Nasdaq Composite meanwhile outperformed last week and despite losing 0.74% on Friday it ended up 4.41% higher for the week. The tech-heavy index had outperformed in the previous week also where it had gained 2.58%.
Last week we didn’t get many earnings reports. Xpeng Motors released its Q4 2022 earnings on Friday and the stock soared despite missing both topline and bottomline estimates.
The banking crisis kept investors on their toes last week. While US regional banks continued to be volatile and the SPDR S&P Regional Banking ETF fell almost 6% on Friday, the crisis also spread to Europe where Credit Suisse fell to all-time lows. European stocks had their worst week since January as bank stocks crashed.
Meanwhile, the key events last week were inflation and retail sales data.
US February Inflation Was In-line with Jobs Report Shattered Estimates
US CPI (consumer price inflation) rose at an annualized pace of 6% in February and 0.4% on a monthly basis. The reading came in line with estimates.
Previously, the January inflation reading came in hotter than expected, raising fears of a hawkish Fed. High inflation is invariably negative for risk assets like growth stocks. However, some investment strategies can outperform during high inflation.
US retail sales fell 0.4% in February which was worse than expected. However, the jobs report shattered estimates for the second time in a row.
The US economy added 311,000 jobs in February, ahead of the 225,000 that markets were expecting. Also, while the January nonfarm payroll data was revised down it still showed job gains of 504,000 in the month.
The US economy added over 0.8 million jobs in the first two months of the year which is quite strong by historical standards.
The strong jobs report makes things complicated for the Fed as chair Jerome Powell has said multiple times that a strong labor markets make its job of lowering inflation more troublesome.
All Eyes on Fed Next Week
The Fed’s March meeting is scheduled for March 21-22. Market expectations from the meeting have whipsawed over the last fortnight. While a 50-basis point rate hike in March looked a possibility after Powell’s Congressional testimony earlier this week, traders reset their expectations amid the banking crisis.
The CME Fed Watch tool shows that 62% of traders now see a 25-basis point rate hike in March while the remaining 38% bet that Fed won’t raise rates in March.
The chorus for “no March Fed rate hike” has meanwhile gained traction and Moody’s Analytics and Goldman Sachs believe that the Fed won’t raise rates in March.
Bond guru Jeffrey Gundlach meanwhile believes that the Fed should stop raising rates further but admitted that the US central bank might still raise rates by 25 basis points in March as a face-saver exercise.
Notably, the 2-year treasury yield is now down to around 4% and the US yield curve has steepened which Gundlach sees as a sign of an imminent recession.
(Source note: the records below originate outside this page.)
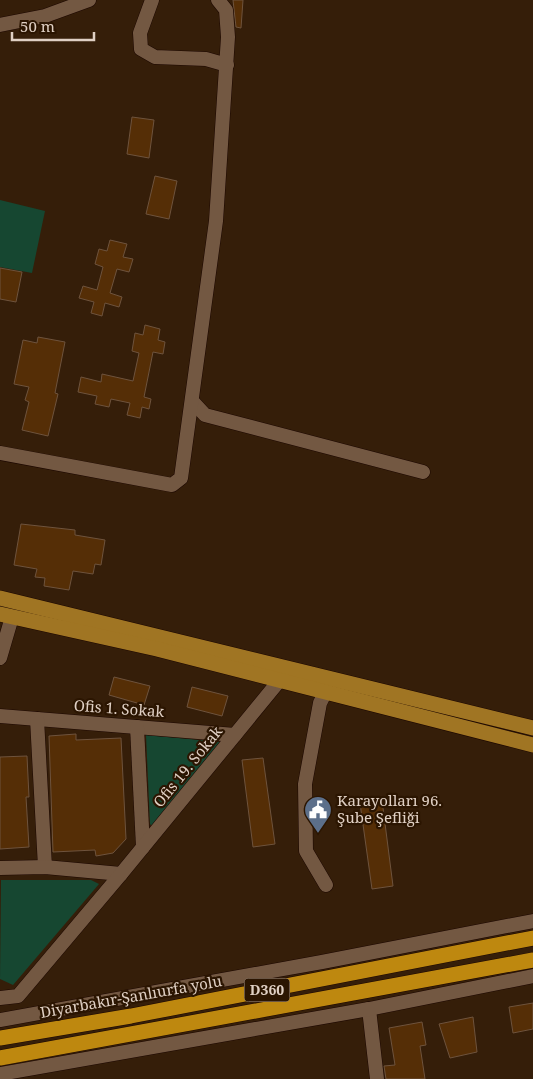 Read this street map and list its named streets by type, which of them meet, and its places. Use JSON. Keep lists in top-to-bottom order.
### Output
{
  "streets": {
    "highway": ["D360", "Diyarbakır-Şanlıurfa yolu"],
    "street": ["Ofis 1. Sokak", "Ofis 19. Sokak"]
  },
  "crossings": [
    ["Ofis 1. Sokak", "Ofis 19. Sokak"]
  ],
  "places": {
    "public building": ["Karayolları 96. Şube Şefliği"]
  },
  "scale_bar": "50 m"
}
While recession impacts most sectors of the economy, some investments are largely recession-proof.
Key Earnings and Indicators to Watch Next Week
While the Fed meeting looks like the most important event for the next week, we’ll also get some key earnings and economic data. Nike would be among the most important earnings release next week and markets would scrutinize the results for insights into consumer spending.
We’ll also get home sales data and durable goods orders. Also, the flash PMIs for March would be released next week which will provide insights into how the banking crisis impacted economic activity in the month.
All said, the Fed’s meeting could be the key market driver next week. The US central bank faces a tough balancing act. On the one hand, it needs to calm markets amid the banking crisis.
On the other hand, the Fed is still far away from lowering inflation to its target range of 2%. While Powell said during his Congressional testimony that the Fed was prepared to increase the pace of hikes, he might find his hands tied by the banking crisis.